Se fue por la calle polvorienta. Trataba de caminar derecho pero no lo conseguía. Cada cierto tramo hacía un aro para tomarse un sorbo, hasta que se le acabó el vinito, justo antes de llegar al estero de El Canelo, donde tenía que cruzar unas pozas no muy grandes. Si saltaba bien no se mojaría... Según el mismo cuenta, iba hablando solo, difariando con el alcohol en la cabeza. Estaba en esto cuando estiró una pierna y con la luz de la luna vio un bulto muy chiquitito que se movía, pensó en un perro y pescó una piedra pa' que el desgraciao no lo
fuera a morder, y entre garabatos se la lanzó. Este como que ni se inmutó. El viejo logró cruzar a una islita en medio del estero, y ya iba a sacar la pistola cuando el bulto se le acercó. Era una huevá roja, por lo que no podía ser animal bueno. Se le acercó más y vio que se trataba de un pequeño hombre vestido con unas ropas rojas. Era un rojo fuerte que nunca antes había visto. ¡Era un duende! Se asustó el viejo pegando un grito, y en eso rápidamente, no sabe cómo, el mono se le arrimó, le agarró las cuatro puntas de la manta y lo agachó. No podía pararse, ni sacar la pistola, ni moverse. Gritaba improperios al duende pero también le pedía a la virgencita que le ayudara y a Dios que lo salvara. Hacía promesas pero el duende no lo soltaba, y mientras más se movía más lo agachaba. Así estuvo toda la noche. Nunca en la vida había rezado tanto. Las horas pasaban lento, estaba cansado, con las piernas dormidas, pero si se meneaba, el duende del diablo le tiraba más el poncho. Esa bestia del demonio nunca dijo nada, solo se le escuchaba a ratos unos quejidos que no eran de esta tierra...

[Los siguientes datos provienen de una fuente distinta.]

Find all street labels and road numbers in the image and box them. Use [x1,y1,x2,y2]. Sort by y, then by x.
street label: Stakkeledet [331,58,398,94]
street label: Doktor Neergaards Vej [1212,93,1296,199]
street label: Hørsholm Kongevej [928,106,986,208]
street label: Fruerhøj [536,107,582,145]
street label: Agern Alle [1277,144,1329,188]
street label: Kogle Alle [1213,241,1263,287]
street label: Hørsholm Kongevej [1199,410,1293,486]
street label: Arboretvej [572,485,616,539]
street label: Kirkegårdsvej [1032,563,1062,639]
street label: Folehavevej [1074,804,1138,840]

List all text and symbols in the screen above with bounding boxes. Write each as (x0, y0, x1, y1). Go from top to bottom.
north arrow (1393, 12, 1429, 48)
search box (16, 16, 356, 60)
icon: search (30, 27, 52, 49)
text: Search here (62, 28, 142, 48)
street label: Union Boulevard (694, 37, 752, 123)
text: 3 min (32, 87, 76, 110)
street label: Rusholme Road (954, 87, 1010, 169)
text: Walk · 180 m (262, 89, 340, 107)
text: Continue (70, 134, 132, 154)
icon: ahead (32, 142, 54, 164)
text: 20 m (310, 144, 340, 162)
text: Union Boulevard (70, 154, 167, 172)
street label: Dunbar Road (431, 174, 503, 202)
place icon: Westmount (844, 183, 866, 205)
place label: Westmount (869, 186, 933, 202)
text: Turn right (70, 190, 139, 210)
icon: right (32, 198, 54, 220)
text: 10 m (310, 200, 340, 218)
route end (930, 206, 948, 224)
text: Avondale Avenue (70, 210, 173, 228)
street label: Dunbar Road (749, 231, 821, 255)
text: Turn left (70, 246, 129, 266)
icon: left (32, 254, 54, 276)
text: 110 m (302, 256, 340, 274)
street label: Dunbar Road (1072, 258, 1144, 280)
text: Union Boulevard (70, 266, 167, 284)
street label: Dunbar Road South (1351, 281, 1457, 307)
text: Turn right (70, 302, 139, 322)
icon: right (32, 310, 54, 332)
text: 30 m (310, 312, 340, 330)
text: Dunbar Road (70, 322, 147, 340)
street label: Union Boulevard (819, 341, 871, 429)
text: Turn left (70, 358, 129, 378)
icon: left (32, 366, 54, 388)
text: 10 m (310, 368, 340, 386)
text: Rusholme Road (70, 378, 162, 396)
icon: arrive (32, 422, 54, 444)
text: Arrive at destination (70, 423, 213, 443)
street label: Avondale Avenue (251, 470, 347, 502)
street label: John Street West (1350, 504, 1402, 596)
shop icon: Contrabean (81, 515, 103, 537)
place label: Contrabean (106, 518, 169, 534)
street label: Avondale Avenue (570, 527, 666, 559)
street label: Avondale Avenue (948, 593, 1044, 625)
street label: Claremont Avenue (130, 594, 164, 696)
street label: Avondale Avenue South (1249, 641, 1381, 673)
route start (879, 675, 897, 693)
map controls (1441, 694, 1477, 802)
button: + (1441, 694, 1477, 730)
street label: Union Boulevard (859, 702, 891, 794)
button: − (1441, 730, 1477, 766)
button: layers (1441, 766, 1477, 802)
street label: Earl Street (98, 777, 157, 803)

Al despuntar el alba, el huaso seguía orando, porque ya creía que se lo llevaría el cachúo. Le daba miedo moverse, pero ya no aguantaba más y al hacerlo se fue de lado. ¡Estaba suelto! Metió las manos al barro y aún acalambrado no se podía parar, pero en cuatro patas salió arrancando, gritando, y así unos metros más allá todo mojado sacó la pistola. Le daba miedo mirar, pero si lo veía le iba a pegar unos tiros. Pero ya no había nada, el duende se había ido para siempre.

Siguió andando a trancos largos y no se demoró mucho en llegar a su casita. La ñora lo vio pálido, pero no lo iba a tomar en cuenta, en castigo por su ausencia. Y este hombre, como nunca le había pasado, se lanzó a sus brazos llorando y tiritando de miedo, y entre sollozos le contó lo sucedido. La mujer no le creía, pensaba que era una mentira para que ella no lo embromara por andar curao y llegar sin plata. Pero al acostarse a dormir vio que él se despertaba gritando y llorando, cosa rara en él porque era un gallo tan aniñao que no le tenía miedo a nada, así es que ese mismo día en la tardecita lo llevó donde una meica que había por ahí en San Juan de Pirque. La hierbatera lo santiguó pal' espanto rezándole tres padres nuestros y tres ave maría, diciendo las siguientes palabras: "Que salga el mal y que entre el bien así como Jesús entró a Jerusalén", mientras con unas ramas de palqui tocándole la cabeza concluía el ritual. De ahí ya pudo dormir tranquilo, pero cuando se acordaba años más tarde de lo que vivió, se le caían las lágrimas de miedo, como cuando me lo relató a mí. Nunca supo por qué le salió a él ni qué mierda quería, pero desde ese día su mujer logró que no saliera más a tomar tantos días ni tan lejos.